▶ **Task brief**: Find and copy every line in the records that includes the string "border".

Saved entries
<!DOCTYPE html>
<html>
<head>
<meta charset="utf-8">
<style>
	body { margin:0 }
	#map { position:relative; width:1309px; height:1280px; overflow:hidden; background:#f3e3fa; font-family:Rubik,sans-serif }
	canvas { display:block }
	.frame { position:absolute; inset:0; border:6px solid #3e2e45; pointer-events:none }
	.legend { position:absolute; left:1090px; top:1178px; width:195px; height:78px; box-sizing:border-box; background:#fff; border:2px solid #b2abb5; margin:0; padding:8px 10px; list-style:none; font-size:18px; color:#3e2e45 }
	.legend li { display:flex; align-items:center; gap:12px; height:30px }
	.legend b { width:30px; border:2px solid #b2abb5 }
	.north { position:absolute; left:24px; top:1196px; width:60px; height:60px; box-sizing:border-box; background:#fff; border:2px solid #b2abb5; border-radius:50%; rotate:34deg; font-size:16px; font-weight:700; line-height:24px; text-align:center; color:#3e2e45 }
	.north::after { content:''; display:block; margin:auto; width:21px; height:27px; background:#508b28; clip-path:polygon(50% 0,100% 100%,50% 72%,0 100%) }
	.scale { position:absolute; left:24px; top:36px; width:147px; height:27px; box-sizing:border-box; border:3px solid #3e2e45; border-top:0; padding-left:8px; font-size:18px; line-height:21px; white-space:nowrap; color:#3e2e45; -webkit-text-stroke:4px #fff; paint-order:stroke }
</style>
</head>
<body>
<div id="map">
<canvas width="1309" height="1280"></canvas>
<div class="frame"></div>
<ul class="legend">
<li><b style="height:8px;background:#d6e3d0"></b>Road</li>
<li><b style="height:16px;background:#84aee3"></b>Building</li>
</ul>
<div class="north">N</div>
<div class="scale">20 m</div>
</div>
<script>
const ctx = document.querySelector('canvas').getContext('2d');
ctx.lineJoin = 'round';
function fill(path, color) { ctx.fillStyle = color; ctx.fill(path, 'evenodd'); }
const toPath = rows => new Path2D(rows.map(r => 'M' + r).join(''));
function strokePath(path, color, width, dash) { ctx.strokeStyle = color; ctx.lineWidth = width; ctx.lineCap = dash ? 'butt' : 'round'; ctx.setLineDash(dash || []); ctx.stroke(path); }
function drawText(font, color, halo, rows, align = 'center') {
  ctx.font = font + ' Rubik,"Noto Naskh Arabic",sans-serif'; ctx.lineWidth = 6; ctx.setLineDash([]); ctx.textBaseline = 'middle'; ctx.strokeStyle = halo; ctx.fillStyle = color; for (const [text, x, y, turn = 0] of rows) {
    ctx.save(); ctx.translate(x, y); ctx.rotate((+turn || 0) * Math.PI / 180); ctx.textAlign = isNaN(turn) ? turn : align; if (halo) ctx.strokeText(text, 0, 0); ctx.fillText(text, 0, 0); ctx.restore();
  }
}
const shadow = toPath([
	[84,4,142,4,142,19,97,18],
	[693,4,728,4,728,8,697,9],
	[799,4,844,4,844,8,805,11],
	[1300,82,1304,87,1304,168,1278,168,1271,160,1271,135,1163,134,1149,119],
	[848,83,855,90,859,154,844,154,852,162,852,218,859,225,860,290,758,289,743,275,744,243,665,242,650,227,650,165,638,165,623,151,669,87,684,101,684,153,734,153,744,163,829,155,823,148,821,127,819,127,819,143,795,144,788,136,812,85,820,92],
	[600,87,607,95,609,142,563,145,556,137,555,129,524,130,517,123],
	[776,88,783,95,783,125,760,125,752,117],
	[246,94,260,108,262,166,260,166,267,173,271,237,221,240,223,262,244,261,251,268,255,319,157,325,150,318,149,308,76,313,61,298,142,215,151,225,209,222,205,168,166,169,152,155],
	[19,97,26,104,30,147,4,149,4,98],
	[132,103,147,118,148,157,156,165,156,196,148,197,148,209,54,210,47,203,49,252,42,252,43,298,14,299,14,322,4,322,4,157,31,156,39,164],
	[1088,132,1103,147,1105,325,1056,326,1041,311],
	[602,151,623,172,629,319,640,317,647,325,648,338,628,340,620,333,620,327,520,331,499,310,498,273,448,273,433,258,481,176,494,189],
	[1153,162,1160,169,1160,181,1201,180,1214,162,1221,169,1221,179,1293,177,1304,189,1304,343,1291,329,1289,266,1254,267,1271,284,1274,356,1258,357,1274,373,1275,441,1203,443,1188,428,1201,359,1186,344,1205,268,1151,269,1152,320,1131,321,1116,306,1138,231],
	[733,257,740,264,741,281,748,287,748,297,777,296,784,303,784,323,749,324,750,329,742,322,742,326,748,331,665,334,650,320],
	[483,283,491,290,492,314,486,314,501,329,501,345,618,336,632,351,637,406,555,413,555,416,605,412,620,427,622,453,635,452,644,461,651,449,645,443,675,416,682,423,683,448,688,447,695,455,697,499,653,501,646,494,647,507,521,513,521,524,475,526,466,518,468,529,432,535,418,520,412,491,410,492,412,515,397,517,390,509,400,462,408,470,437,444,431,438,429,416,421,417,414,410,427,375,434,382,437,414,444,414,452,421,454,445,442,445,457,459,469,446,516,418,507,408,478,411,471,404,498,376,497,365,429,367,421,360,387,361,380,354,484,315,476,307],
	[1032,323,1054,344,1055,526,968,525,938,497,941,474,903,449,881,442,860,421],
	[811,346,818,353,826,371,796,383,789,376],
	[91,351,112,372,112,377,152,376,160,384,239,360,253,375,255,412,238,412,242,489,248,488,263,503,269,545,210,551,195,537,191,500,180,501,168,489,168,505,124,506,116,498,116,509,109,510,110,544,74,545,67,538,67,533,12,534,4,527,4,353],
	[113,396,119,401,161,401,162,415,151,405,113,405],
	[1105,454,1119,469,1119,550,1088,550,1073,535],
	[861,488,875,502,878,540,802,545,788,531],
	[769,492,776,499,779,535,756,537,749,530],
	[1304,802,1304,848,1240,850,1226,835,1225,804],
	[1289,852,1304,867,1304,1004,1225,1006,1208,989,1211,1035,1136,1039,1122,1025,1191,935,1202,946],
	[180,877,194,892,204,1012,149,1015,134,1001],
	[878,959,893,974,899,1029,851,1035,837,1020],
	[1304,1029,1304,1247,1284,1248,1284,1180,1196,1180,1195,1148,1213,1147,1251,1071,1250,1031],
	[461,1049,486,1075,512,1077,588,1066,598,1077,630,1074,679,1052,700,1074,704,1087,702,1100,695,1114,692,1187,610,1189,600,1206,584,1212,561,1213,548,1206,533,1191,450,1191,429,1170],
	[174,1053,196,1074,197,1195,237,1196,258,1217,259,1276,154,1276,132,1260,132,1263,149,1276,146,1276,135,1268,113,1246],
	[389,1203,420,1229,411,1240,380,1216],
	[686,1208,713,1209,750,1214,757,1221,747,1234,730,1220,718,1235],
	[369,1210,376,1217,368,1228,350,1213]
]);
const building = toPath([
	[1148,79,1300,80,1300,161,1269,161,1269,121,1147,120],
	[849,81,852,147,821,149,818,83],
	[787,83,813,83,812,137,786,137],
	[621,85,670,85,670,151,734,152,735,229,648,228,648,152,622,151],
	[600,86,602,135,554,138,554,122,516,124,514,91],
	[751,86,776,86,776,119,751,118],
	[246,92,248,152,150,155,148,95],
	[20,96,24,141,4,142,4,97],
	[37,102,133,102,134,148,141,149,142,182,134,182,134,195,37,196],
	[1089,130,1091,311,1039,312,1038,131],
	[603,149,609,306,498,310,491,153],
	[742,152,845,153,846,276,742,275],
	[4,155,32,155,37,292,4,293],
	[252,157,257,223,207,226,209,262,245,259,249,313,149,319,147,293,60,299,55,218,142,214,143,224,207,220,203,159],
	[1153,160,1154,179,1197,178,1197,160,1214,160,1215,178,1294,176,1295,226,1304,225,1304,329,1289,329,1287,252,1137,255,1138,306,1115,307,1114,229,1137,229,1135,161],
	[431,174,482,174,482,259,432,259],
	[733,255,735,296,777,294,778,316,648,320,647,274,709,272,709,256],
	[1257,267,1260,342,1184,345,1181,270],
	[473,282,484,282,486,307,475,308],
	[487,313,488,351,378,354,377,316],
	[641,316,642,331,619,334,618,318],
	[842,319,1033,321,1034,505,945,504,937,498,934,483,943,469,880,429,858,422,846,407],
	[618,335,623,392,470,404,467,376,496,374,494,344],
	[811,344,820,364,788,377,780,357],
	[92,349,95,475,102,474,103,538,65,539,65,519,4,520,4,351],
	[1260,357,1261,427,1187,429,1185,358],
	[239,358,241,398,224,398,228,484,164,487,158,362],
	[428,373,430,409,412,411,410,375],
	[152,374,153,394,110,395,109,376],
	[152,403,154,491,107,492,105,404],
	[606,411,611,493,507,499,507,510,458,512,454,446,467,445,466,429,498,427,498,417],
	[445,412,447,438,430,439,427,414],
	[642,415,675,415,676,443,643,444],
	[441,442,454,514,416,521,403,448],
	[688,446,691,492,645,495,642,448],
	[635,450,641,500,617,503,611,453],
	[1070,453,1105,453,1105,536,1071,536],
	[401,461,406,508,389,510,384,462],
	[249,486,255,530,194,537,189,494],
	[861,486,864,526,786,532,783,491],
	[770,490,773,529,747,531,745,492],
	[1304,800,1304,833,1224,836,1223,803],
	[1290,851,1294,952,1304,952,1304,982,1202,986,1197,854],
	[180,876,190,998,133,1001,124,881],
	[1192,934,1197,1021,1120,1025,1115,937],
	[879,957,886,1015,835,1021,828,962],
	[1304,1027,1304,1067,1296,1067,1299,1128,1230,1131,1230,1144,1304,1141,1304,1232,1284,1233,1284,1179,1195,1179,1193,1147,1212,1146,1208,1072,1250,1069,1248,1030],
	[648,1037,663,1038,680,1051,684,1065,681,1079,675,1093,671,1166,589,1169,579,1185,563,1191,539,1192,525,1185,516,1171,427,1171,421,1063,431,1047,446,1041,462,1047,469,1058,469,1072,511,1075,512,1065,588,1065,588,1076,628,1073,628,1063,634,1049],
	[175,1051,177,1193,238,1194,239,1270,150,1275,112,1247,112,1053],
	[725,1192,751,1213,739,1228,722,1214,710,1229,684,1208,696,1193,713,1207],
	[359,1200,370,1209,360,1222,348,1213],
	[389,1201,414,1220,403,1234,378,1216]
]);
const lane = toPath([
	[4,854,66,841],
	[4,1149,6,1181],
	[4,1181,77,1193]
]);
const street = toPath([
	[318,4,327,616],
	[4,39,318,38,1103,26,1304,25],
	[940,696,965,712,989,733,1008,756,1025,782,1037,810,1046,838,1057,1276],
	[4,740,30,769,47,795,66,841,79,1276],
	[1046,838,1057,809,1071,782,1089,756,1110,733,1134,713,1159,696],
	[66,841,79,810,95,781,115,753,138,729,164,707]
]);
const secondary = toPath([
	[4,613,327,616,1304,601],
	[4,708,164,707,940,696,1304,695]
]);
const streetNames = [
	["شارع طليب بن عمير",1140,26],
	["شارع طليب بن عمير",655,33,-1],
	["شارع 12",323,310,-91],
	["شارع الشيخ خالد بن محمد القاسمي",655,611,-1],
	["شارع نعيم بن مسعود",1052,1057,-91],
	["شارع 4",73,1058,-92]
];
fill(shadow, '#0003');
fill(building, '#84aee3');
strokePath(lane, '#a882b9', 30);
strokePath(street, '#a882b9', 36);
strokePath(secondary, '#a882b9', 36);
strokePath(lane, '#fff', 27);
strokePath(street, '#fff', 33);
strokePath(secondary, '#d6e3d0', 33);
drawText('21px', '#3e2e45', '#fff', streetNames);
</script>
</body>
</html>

▶ **Written solution**:
	.frame { position:absolute; inset:0; border:6px solid #3e2e45; pointer-events:none }
	.legend { position:absolute; left:1090px; top:1178px; width:195px; height:78px; box-sizing:border-box; background:#fff; border:2px solid #b2abb5; margin:0; padding:8px 10px; list-style:none; font-size:18px; color:#3e2e45 }
	.legend b { width:30px; border:2px solid #b2abb5 }
	.north { position:absolute; left:24px; top:1196px; width:60px; height:60px; box-sizing:border-box; background:#fff; border:2px solid #b2abb5; border-radius:50%; rotate:34deg; font-size:16px; font-weight:700; line-height:24px; text-align:center; color:#3e2e45 }
	.scale { position:absolute; left:24px; top:36px; width:147px; height:27px; box-sizing:border-box; border:3px solid #3e2e45; border-top:0; padding-left:8px; font-size:18px; line-height:21px; white-space:nowrap; color:#3e2e45; -webkit-text-stroke:4px #fff; paint-order:stroke }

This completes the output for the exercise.